Task item:
Keyword search on "Alakoz": report each line of the records that contains it.

(Collected data entries)
..............................

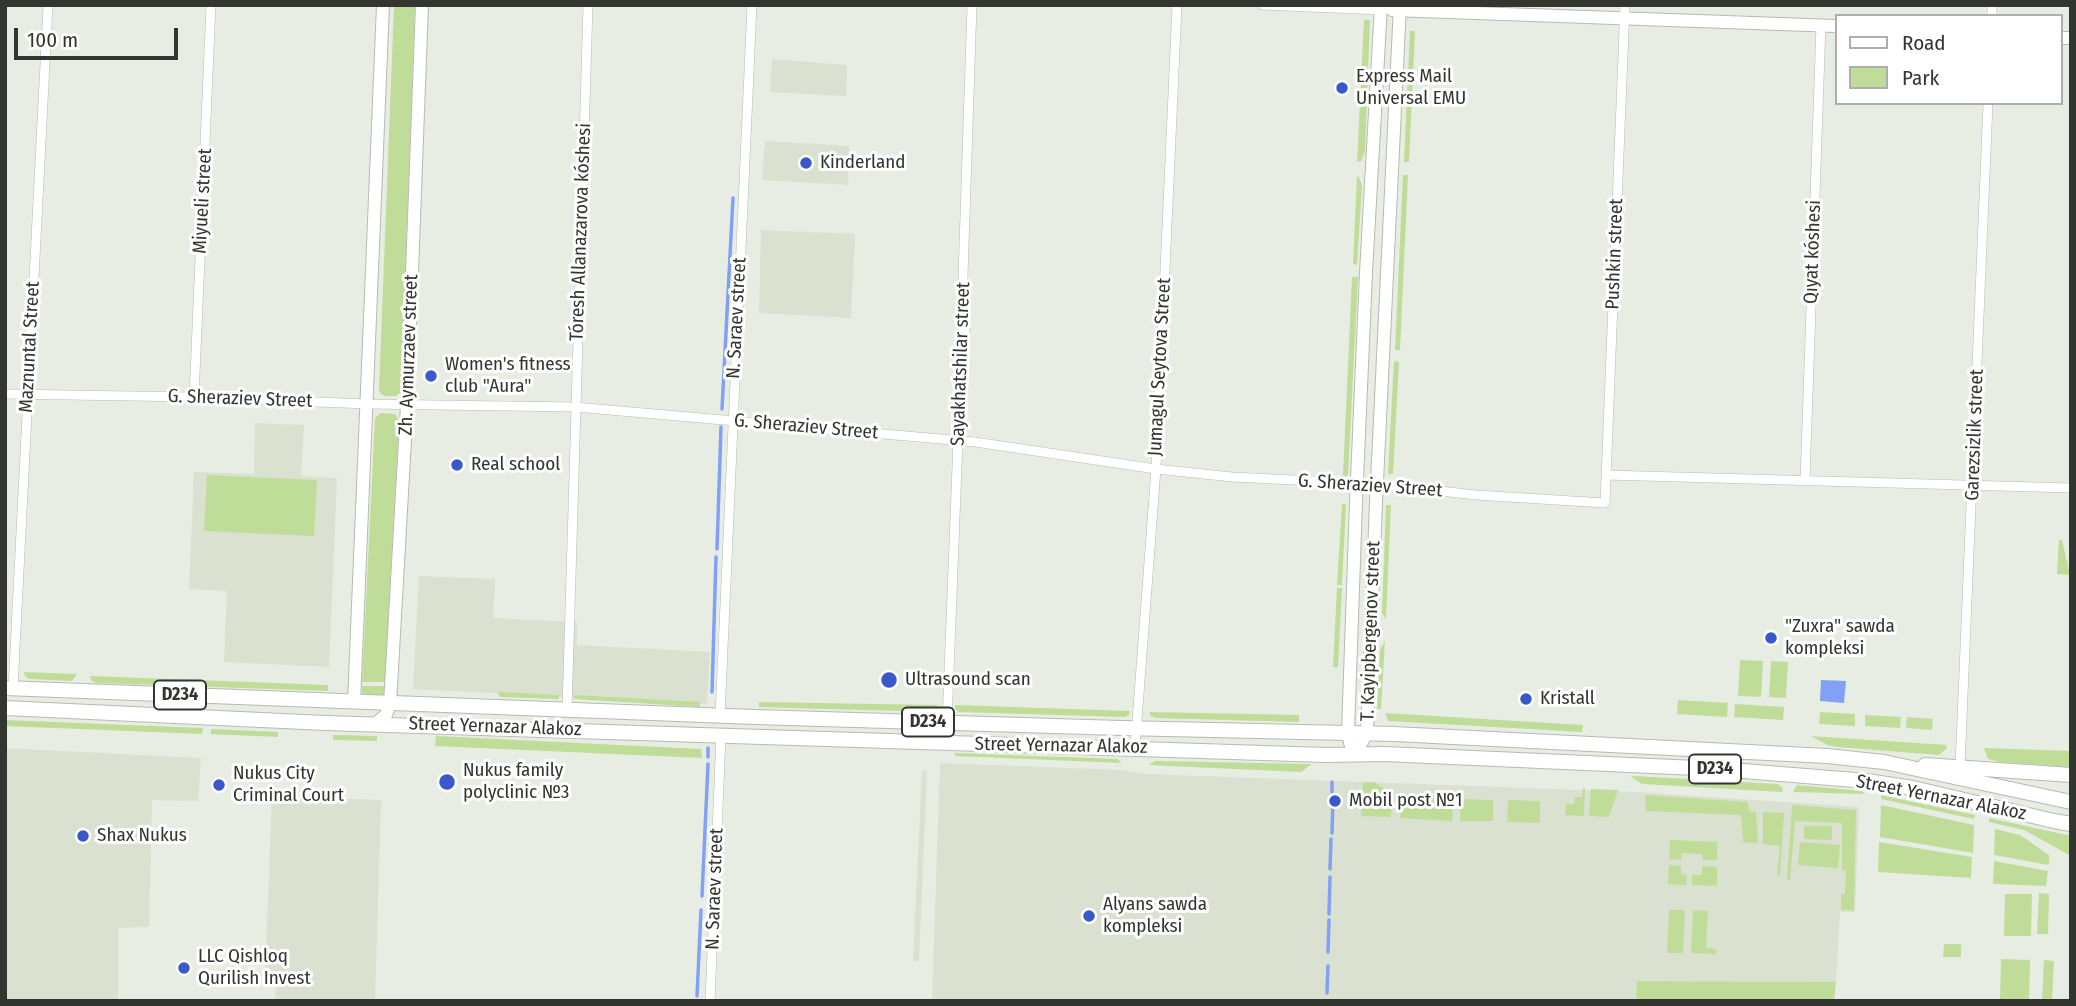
<!DOCTYPE html>
<html>
<head>
<meta charset="utf-8">
<style>
	body { margin:0 }
	#map { position:relative; width:2076px; height:1006px; overflow:hidden; background:#e8ede3; font-family:"Fira Sans Condensed",sans-serif }
	canvas { display:block }
	.frame { position:absolute; inset:0; border:7px solid #333531; pointer-events:none }
	.legend { position:absolute; left:1835px; top:14px; width:228px; height:91px; box-sizing:border-box; background:#fff; border:2px solid #adaead; margin:0; padding:9px 12px; list-style:none; font-size:21px; color:#333531 }
	.legend li { display:flex; align-items:center; gap:14px; height:35px }
	.legend b { width:35px; border:2px solid #adaead }
	.scale { position:absolute; left:14px; top:28px; width:164px; height:32px; box-sizing:border-box; border:4px solid #333531; border-top:0; padding-left:9px; font-size:21px; line-height:24px; white-space:nowrap; color:#333531; -webkit-text-stroke:5px #fff; paint-order:stroke }
</style>
</head>
<body>
<div id="map">
<canvas width="2076" height="1006"></canvas>
<div class="frame"></div>
<ul class="legend">
<li><b style="height:9px;background:#fff"></b>Road</li>
<li><b style="height:19px;background:#bfdd99"></b>Park</li>
</ul>
<div class="scale">100 m</div>
</div>
<script>
const ctx = document.querySelector('canvas').getContext('2d');
ctx.lineJoin = 'round';
function fill(path, color) { ctx.fillStyle = color; ctx.fill(path, 'evenodd'); }
const poly = rows => new Path2D(rows.map(r => 'M' + r).join(''));
function stroke(path, color, width, dash) { ctx.strokeStyle = color; ctx.lineWidth = width; ctx.lineCap = dash ? 'butt' : 'round'; ctx.setLineDash(dash || []); ctx.stroke(path); }
function write(font, color, halo, rows, align = 'center') {
  ctx.font = font + ' "Fira Sans Condensed",sans-serif'; ctx.lineWidth = 6; ctx.setLineDash([]); ctx.textBaseline = 'middle'; ctx.strokeStyle = halo; ctx.fillStyle = color; for (const [text, x, y, turn = 0] of rows) {
    ctx.save(); ctx.translate(x, y); ctx.rotate((+turn || 0) * Math.PI / 180); ctx.textAlign = isNaN(turn) ? turn : align; if (halo) ctx.strokeText(text, 0, 0); ctx.fillText(text, 0, 0); ctx.restore();
  }
}
fill(poly([
	[772,59,847,65,846,96,770,92],
	[765,141,849,146,848,185,762,180],
	[761,230,855,234,851,318,759,313],
	[255,423,304,425,301,476,337,478,329,667,224,662,227,591,189,589,194,472,254,474],
	[419,576,495,579,493,618,577,622,577,645,710,652,707,704,413,689],
	[5,748,201,758,198,801,152,800,149,927,118,928,118,1001,5,1001],
	[940,763,1123,770,1147,774,1637,792,1859,807,1855,912,1840,912,1836,982,1638,981,1636,1001,932,1001],
	[922,771,927,771,919,961,913,961],
	[272,796,381,800,375,1001,275,1001,276,973,265,972]
]), '#dae1d1');
fill(poly([
	[394,5,415,5,401,388,400,393,396,396,385,396,381,394,379,390],
	[1364,20,1370,20,1365,152,1361,161,1357,162],
	[1410,31,1415,31,1409,162,1404,162],
	[1403,175,1408,175,1400,350,1395,350],
	[1357,176,1359,177,1362,186,1357,265,1353,264],
	[1352,277,1358,277,1348,476,1343,476],
	[1394,361,1399,362,1393,474,1388,474],
	[381,413,395,414,399,420,385,682,362,682,375,418],
	[207,475,317,480,314,536,204,531],
	[1342,504,1346,504,1342,585,1337,585],
	[1386,505,1391,505,1386,619,1382,613],
	[2059,540,2062,540,2070,575,2057,574],
	[1337,588,1342,588,1338,667,1333,667],
	[1385,641,1381,709,1377,709,1380,650],
	[1740,660,1763,661,1761,697,1738,696],
	[1771,661,1788,662,1786,698,1769,697],
	[24,672,77,674,72,681,29,679,25,676],
	[90,676,328,685,328,691,96,683,91,680],
	[362,686,386,686,385,692,382,697,368,697,362,693],
	[497,692,559,695,559,699,500,697],
	[574,695,700,702,700,707,574,699],
	[1678,700,1728,703,1727,717,1677,714],
	[759,702,938,705,934,712,759,707],
	[1735,704,1784,707,1783,720,1734,717],
	[955,705,1130,711,1129,715,1125,717,959,712,955,709],
	[1149,712,1299,715,1299,722,1156,718,1151,716],
	[1820,712,1855,714,1855,726,1819,724],
	[1385,713,1583,725,1582,732,1388,721],
	[1865,715,1901,717,1900,728,1865,726],
	[1907,717,1933,719,1932,730,1906,728],
	[5,720,203,728,202,734,5,726],
	[211,729,278,732,278,737,211,734],
	[333,735,377,736,377,741,333,740],
	[436,736,701,749,702,758,435,746],
	[1811,736,1947,745,1946,749,1939,755,1837,747,1827,745],
	[1984,748,2071,751,2071,767,2000,762,1988,759],
	[955,753,1117,759,1122,763,955,756],
	[1155,761,1312,764,1301,772,1149,765],
	[1634,776,1778,784,1783,788,1782,792,1642,784,1631,777],
	[1363,782,1374,782,1392,794,1391,817,1361,816],
	[1797,785,1862,791,1864,794,1793,792],
	[1583,788,1585,788,1584,816,1565,815,1566,804,1574,804,1575,797,1582,797],
	[1591,789,1618,790,1609,817,1589,816],
	[1401,794,1454,796,1452,821,1400,818],
	[1645,795,1748,802,1749,811,1756,812,1758,843,1743,842,1741,815,1646,811],
	[1881,795,1975,815,1974,819,1881,799],
	[1461,799,1493,800,1493,821,1460,821],
	[1508,800,1540,801,1540,823,1507,822],
	[1792,805,1856,810,1854,910,1841,910,1841,894,1845,894,1846,871,1842,870,1842,823,1795,821,1790,879,1787,881],
	[1881,805,1974,825,1973,853,1880,837],
	[1763,812,1784,813,1780,875,1777,875,1780,846,1763,844],
	[1989,818,2071,836,2071,856,2024,830,1989,822],
	[1804,826,1832,826,1832,840,1804,839],
	[1995,829,2020,835,2049,855,2049,865,1994,855],
	[1670,840,1717,842,1717,860,1703,860,1702,854,1682,853,1681,860,1669,859],
	[1800,842,1840,845,1838,868,1798,865],
	[1879,842,1972,857,1971,878,1878,872],
	[1994,861,2048,871,2046,886,1993,884],
	[1669,865,1681,866,1681,874,1687,875,1686,885,1668,884],
	[1702,866,1717,867,1717,886,1692,885,1692,875,1702,875],
	[2039,893,2049,894,2048,934,2037,934],
	[2005,894,2032,894,2031,936,2004,936],
	[1669,910,1685,910,1683,953,1667,953],
	[1693,910,1708,911,1706,948,1717,949,1716,954,1691,953],
	[1944,944,1961,944,1961,957,1943,957],
	[2001,959,2030,960,2029,1001,2000,1001],
	[2044,960,2054,961,2052,1001,2042,1001],
	[1637,981,1836,982,1834,1001,1636,1001]
]), '#bfdd99');
fill(poly([
	[1821,680,1846,681,1844,703,1820,701]
]), '#82a0f6');
stroke(poly([
	[722,409,733,198],
	[717,549,721,427],
	[712,692,716,557],
	[708,757,708,748],
	[1332,782,1332,792],
	[1332,833,1333,798],
	[1330,869,1331,839],
	[702,896,708,764],
	[1329,914,1330,877],
	[1328,952,1329,920],
	[1327,993,1328,966],
	[697,996,701,910]
]), '#82a0f6', 3.5);
const street = poly([
	[1262,5,1381,10],
	[1992,16,1992,5],
	[5,394,194,397,367,404,575,407,975,442,1156,469,1232,477,1377,484,1476,495,1605,503,1625,5],
	[194,397,211,5],
	[1606,475,2071,488],
	[1805,479,1821,25],
	[13,688,48,5],
	[567,710,588,5],
	[720,715,752,5],
	[947,723,958,441,965,334,963,276,972,5],
	[1135,747,1156,469,1177,5],
	[1961,769,1960,766,1988,103],
	[710,1001,721,735]
]);
const secondary = poly([
	[1392,10,1836,26],
	[2060,38,2071,38],
	[354,702,383,5],
	[375,724,386,715,390,704,407,405,422,5],
	[1355,755,1367,733,1376,502,1400,5],
	[1355,755,1350,743,1348,732,1356,502,1366,273,1381,5]
]);
const primary = poly([
	[5,688,755,717,1121,728,1394,734,1827,756,1884,762,2071,802],
	[5,708,325,723,1326,755,1385,754,1719,769,1867,781,1913,788,2054,821,2071,824],
	[1925,765,2071,775]
]);
stroke(street, '#b6bbb1', 10);
stroke(secondary, '#b6bbb1', 14);
stroke(primary, '#b6bbb1', 16);
stroke(street, '#fff', 9);
stroke(secondary, '#fff', 12);
stroke(primary, '#fff', 14);
for (const [x, y, r, color] of [
	[1342,88,7,"#3958c9"],
	[806,163,7,"#3958c9"],
	[431,376,7,"#3958c9"],
	[457,465,7,"#3958c9"],
	[1771,638,7,"#3958c9"],
	[889,680,9,"#3958c9"],
	[1526,699,7,"#3958c9"],
	[447,782,9,"#3958c9"],
	[219,785,7,"#3958c9"],
	[1335,801,7,"#3958c9"],
	[83,836,7,"#3958c9"],
	[1089,916,7,"#3958c9"],
	[184,968,7,"#3958c9"]
]) { const dot = new Path2D(); dot.arc(x, y, r, 0, 2 * Math.PI); ctx.fillStyle = color; ctx.fill(dot); stroke(dot, '#fff', 2.5); }
for (const [x, y, w] of [
	[180,695,52],
	[928,722,52],
	[1715,769,52]
]) { const box = new Path2D(); box.roundRect(x - w / 2, y - 14.5, w, 29, 5); ctx.fillStyle = '#fff'; ctx.fill(box); stroke(box, '#333531', 2); }
write('bold 18px', '#333531', null, [
	["D234",180,695],
	["D234",928,722],
	["D234",1715,769]
]);
write('19px', '#333531', '#fff', [
	["Express Mail",1356,77],
	["Universal EMU",1356,99],
	["Kinderland",820,163],
	["Women's fitness",445,365],
	["club \"Aura\"",445,387],
	["Real school",471,465],
	["\"Zuxra\" sawda",1785,627],
	["kompleksi",1785,649],
	["Ultrasound scan",905,680],
	["Kristall",1540,699],
	["Nukus family",463,771],
	["polyclinic №3",463,793],
	["Nukus City",233,774],
	["Criminal Court",233,796],
	["Mobil post №1",1349,801],
	["Shax Nukus",97,836],
	["Alyans sawda",1103,905],
	["kompleksi",1103,927],
	["LLC Qishloq",198,957],
	["Qurilish Invest",198,979]
], 'left');
write('19px', '#333531', '#fff', [
	["Miyueli street",203,201,-87],
	["Tóresh Allanazarova kóshesi",581,232,-88],
	["Qıyat kóshesi",1813,252,-88],
	["Pushkin street",1615,254,-88],
	["N. Saraev street",737,318,-87],
	["Maznuntal Street",30,347,-87],
	["Zh. Aymurzaev street",409,355,-88],
	["Sayakhatshilar street",961,364,-88],
	["Jumagul Seytova Street",1160,367,-87],
	["G. Sheraziev Street",240,399,2],
	["G. Sheraziev Street",806,427,5],
	["Garezsizlik street",1975,435,-88],
	["G. Sheraziev Street",1370,486,4],
	["T. Kayipbergenov street",1371,631,-88],
	["Street Yernazar Alakoz",495,727,2],
	["Street Yernazar Alakoz",1061,746,1],
	["Street Yernazar Alakoz",1941,798,11],
	["N. Saraev street",715,889,-88]
]);
</script>
</body>
</html>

..............................

Response below:
	["Street Yernazar Alakoz",495,727,2],
	["Street Yernazar Alakoz",1061,746,1],
	["Street Yernazar Alakoz",1941,798,11],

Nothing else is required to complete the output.